2. If I counted correctly there are exactly $7$ solutions. Is that a coincidence it equals to the modulus?

Thanks!

Answer 1

If $7\mid x\iff7|y$

else $7\nmid xy$

In that case as $\phi(7)=6, x^3\equiv\pm1\pmod7$

If $x^3\equiv1,y^2\equiv5$

Now as $y\equiv\pm1,\pm2,\pm3\pmod7, y^2\equiv1,4,9\equiv2$

Hence, $y^2\not\equiv5$

If $x^3\equiv-1,y^2\equiv-5\equiv2\equiv3^2\implies y\equiv\pm3$

Now $x^3\equiv1\implies x\equiv3,5\equiv-2,6\equiv-1\pmod7$

Answer 2

As $3$ is a primitive root $\pmod7$

and $3^2\equiv2\pmod7,3^3\equiv-1,3^5\equiv2\cdot-1\equiv5$

$$y^2\equiv5x^3\pmod7$$

$\iff2$ind$_3y\equiv5+3$ind$_3x\pmod6$ and $\phi(7)=6$

$\iff2($ind$_3y-1)\equiv3(1+$ind$_3x)\pmod6\ \ \ \ (1)$

Clearly, $3\mid($ind$_3y-1)$ and $2\mid(1+$ind$_3x)$

WLOG ind$_3y=1+3m$ where $m$ is any integer

$\implies$ind$_3x\equiv2m-1\pmod6$

$\implies y\equiv3^{1+3m},x\equiv3^{2m-1}\pmod7$

Answer 3

An approach which may save you some computation time (maybe 50%?) if you replace $7$ by a larger prime:

The left-hand side and the right-hand side vary independently in $x$ and $y$ so you are asking for which $x$ the number $5x^3$ is a square modulo 7. This can be computed via the Legende symbol.

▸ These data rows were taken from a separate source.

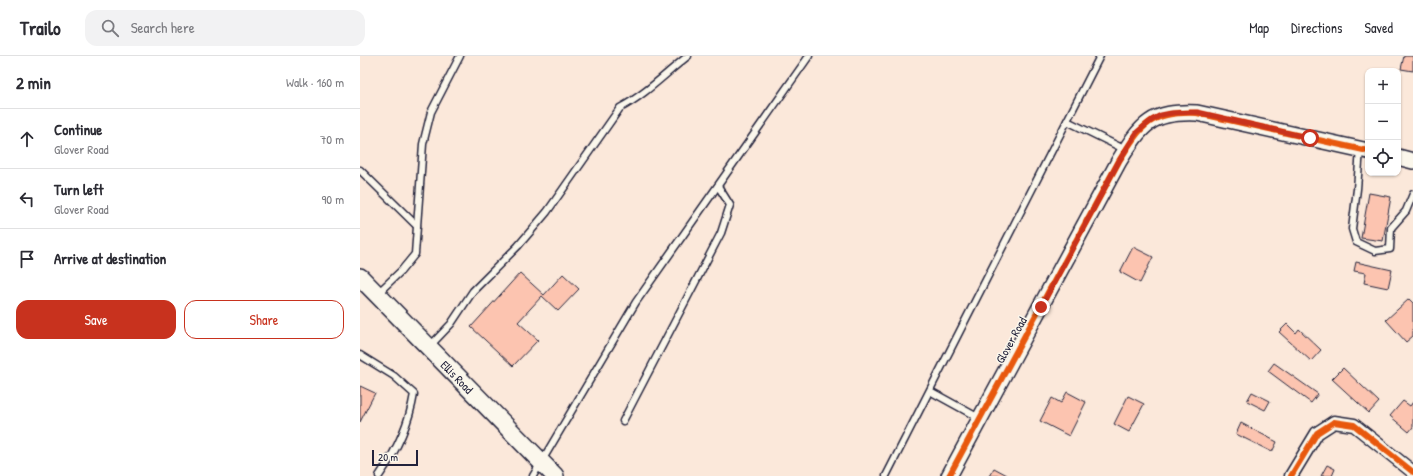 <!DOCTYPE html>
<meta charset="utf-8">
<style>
body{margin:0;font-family:"Patrick Hand",sans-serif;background:#f2f2f3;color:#2b2b33}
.controls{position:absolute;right:12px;top:12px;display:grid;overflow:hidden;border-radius:8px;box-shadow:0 1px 3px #0004}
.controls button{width:36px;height:36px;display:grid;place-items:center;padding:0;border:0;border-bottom:1px solid #e1e1e2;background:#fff;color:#2b2b33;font:20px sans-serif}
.scale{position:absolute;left:12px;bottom:10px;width:46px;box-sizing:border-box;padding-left:4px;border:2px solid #22223b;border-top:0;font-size:11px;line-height:14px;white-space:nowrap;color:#22223b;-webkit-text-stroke:3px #fbf7ec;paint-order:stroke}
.stop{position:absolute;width:12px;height:12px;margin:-9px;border:3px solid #c8321e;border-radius:50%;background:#fff}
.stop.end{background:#c8321e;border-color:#fff;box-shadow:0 1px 4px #0008}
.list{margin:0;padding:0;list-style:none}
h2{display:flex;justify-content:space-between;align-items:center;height:52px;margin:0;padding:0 16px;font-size:17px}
h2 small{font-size:13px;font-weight:400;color:#7c7c81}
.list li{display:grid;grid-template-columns:26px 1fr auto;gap:12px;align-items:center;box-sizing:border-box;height:60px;padding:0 16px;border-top:1px solid #e1e1e2}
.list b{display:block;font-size:15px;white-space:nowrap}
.list p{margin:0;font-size:13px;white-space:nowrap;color:#7c7c81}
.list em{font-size:13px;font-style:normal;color:#7c7c81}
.actions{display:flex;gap:8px;padding:12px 16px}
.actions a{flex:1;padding:9px 0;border:1px solid #c8321e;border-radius:12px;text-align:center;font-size:14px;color:#c8321e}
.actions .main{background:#c8321e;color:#fff}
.icon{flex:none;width:22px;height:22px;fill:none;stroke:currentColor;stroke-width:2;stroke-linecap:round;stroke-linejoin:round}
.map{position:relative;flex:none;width:1053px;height:420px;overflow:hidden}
header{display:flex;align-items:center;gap:24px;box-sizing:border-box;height:56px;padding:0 20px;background:#fff;border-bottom:1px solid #e1e1e2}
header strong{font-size:19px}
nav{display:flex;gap:22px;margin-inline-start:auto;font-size:14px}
.search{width:280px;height:36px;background:#f2f2f3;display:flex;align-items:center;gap:10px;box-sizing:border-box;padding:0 14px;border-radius:12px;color:#7c7c81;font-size:15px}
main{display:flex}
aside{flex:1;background:#fff}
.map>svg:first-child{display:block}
</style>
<header>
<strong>Trailo</strong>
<div class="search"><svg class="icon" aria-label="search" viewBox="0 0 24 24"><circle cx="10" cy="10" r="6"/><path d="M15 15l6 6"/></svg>Search here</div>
<nav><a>Map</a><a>Directions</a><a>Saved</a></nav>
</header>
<main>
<aside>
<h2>2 min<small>Walk · 160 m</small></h2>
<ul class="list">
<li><svg class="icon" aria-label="ahead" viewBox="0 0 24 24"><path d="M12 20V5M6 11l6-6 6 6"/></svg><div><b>Continue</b><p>Glover Road</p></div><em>70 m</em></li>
<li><svg class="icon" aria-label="left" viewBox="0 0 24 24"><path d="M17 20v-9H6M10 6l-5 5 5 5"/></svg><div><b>Turn left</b><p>Glover Road</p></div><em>90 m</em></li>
<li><svg class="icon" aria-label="arrive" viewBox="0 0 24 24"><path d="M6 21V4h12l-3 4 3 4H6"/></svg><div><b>Arrive at destination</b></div></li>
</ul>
<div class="actions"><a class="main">Save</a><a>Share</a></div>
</aside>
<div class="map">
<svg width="1053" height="420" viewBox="0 0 1053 420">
<rect width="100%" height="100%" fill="#fbe8da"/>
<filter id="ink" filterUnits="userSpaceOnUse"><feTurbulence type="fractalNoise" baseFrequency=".025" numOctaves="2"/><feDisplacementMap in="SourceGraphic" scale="8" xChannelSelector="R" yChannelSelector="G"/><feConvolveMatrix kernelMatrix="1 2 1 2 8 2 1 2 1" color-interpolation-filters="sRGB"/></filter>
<g filter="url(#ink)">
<!-- building -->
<g fill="#fcc4b0" stroke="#22223b">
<polygon points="1044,0 1053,0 1053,15 1041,13"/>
<polygon points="1009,137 1031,141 1023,185 1001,182"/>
<polygon points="773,191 793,201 780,227 760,216"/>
<polygon points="996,206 1032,214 1028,232 1004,227 1006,217 994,215"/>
<polygon points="160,217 184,239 203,218 219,233 198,255 182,240 158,266 178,284 153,310 111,271"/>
<polygon points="1049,243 1053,247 1053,280 1046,286 1026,264"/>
<polygon points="927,268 936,277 939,273 961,294 951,305 919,276"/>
<polygon points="914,307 958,338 951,347 908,315"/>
<polygon points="983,312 1019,346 1009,357 972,323"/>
<polygon points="0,330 15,337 0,366"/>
<polygon points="707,336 726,346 709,380 680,365 692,342 701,347"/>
<polygon points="892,336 910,345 905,354 887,345"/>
<polygon points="768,340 784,348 769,376 754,368"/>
<polygon points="1043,345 1050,350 1053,346 1053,371 1049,376 1030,360"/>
<polygon points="881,367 917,386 912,396 876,378"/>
<polygon points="967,409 975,413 972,420 961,420"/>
<polygon points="634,412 647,419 646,420 629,420"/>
</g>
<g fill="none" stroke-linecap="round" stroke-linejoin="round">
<defs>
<g id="service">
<polyline points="707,65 766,94"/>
<polyline points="1000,93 997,133 992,173 996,186 1015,195 1030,193 1031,172 1046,155 1053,138"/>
<polyline points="0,114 57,170"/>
<polyline points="18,237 41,215 55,198 63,88 71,56 100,0"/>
<path d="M70 290 91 268 113 235 158 190 187 156 260 52C285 39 306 17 328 0"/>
<path d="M0 299 34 320 54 338C49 369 37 394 19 420"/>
<polyline points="570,335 619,362"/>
<polyline points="263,365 361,177 370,149 358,130"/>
<polyline points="173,420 276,246 449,0"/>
<polyline points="526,420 740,0"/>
</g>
<polyline id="minor" points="931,420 957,377 974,366 994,369 1053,416"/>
<g id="tertiary">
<polyline points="1038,101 1053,105"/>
<path d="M589 420 759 105C782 68 791 55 837 57L1008 95"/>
</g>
<polyline id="secondary" points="0,221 195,420"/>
</defs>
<!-- service casing -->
<use href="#service" stroke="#22223b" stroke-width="9"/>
<!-- minor casing -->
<use href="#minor" stroke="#22223b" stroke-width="15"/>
<!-- tertiary casing -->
<use href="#tertiary" stroke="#22223b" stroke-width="18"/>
<!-- secondary casing -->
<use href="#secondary" stroke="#22223b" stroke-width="20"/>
<!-- service -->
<use href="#service" stroke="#fbf7ec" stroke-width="6"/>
<!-- minor -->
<use href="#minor" stroke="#fbf7ec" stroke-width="12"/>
<!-- tertiary -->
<use href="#tertiary" stroke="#fbf7ec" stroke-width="15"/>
<!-- secondary -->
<use href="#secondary" stroke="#fbf7ec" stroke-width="17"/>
<defs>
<g id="cycleway">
<path d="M589 420 759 105C782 68 791 55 837 57L1008 95"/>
<polyline points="931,420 957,377 974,366 994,369 1053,416"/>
</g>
</defs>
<!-- cycleway casing -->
<use href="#cycleway" stroke="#fbf7ec" stroke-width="8"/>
<!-- cycleway -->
<use href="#cycleway" stroke="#e8590c" stroke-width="6"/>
</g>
</g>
<g fill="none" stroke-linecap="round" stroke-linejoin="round" filter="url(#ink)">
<!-- route -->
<polyline stroke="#c8321e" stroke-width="5" points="681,251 759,105 777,76 792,64 801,59 812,57 837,56 950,82"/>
</g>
<g text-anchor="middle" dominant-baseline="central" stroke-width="3" stroke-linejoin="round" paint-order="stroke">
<!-- street labels -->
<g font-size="12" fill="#22223b" stroke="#fbf7ec">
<text transform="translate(651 284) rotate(-61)">Glover Road</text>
<text transform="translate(97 321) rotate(46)">Ellis Road</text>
</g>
</g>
</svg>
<div class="controls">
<button>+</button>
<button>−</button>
<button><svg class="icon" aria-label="locate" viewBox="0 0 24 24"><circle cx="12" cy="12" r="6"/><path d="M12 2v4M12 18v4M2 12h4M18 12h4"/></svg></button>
</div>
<div class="scale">20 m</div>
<div class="stop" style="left:950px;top:82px"></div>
<div class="stop end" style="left:681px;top:251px"></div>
</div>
</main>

The Legendre symbol is defined as $\newcommand\ls[2]{\left(\frac{#1}{#2}\right)}$

$$ \ls{a}{p} = \begin{cases} 1,& \text{ if $a$ is a square modulo $p$ and $a\not\equiv 0 \mod p$} \\ 0,& \text{ if $a\equiv 0$ modulo $p$} \\ -1,& \text{ otherwise.} \end{cases} $$

where $p$ is an odd prime number (e.g. $p=7$). There is an explicit formula:

$$ \ls{a}{p} = a^{\frac{p-1}{2}} \mod p $$

1. Using the multiplicativity, we get $$ \ls{5x^3}{7} = \ls{5}{7}\ls{x}{7}^3 $$
2. If $x = 0$, $y = 0$ (we don't need Legendre symbols for that)
3. If $x \neq 0$, then, because $7$ is prime, $\ls{x}{7}^2 = 1$, so $$ 1 \overset{!}= \ls{5x^3}{7} = \ls{5}{7}\ls{x}{7} $$

4. Therefore we need to find those $x$ with $$ -1 = \ls{5}{7} = \ls{x}{7} $$ with the help of the table on the Wikipedia page (or the explicit formula), we find $$ -1 = \ls{3}{7} = \ls{5}{7} = \ls{6}{7} $$

5. Thus $x \in \{0, 3,5,6 \}$. From that you can figure out the $y$: $$ (1^2,...,6^2) \equiv (1,4,2,2,4,1) \mod 7 $$ $$ (5\cdot 3^3, 5\cdot 5^3, 5\cdot 6^3) \equiv (2,2,2) \mod 7 $$ So $y \in \{ 3,4 \}$ in any case.

   All seven solutions: $\{ (0,0), (3,3), (3,4), (5,3), (5,4), (6,3), (6,4) \} $.

6. PS: Apparently there is a non-bruteforce way to compute $y$ (i.e. the square root of $5x^3$ modulo p), which works if $p = 4k+3$ for some natural number $k$ (which is the case for $p=7$).

   Then one root is $y_1 = (5x^3)^{k+1} \mod p$, and the other $y_2 = -y_1$.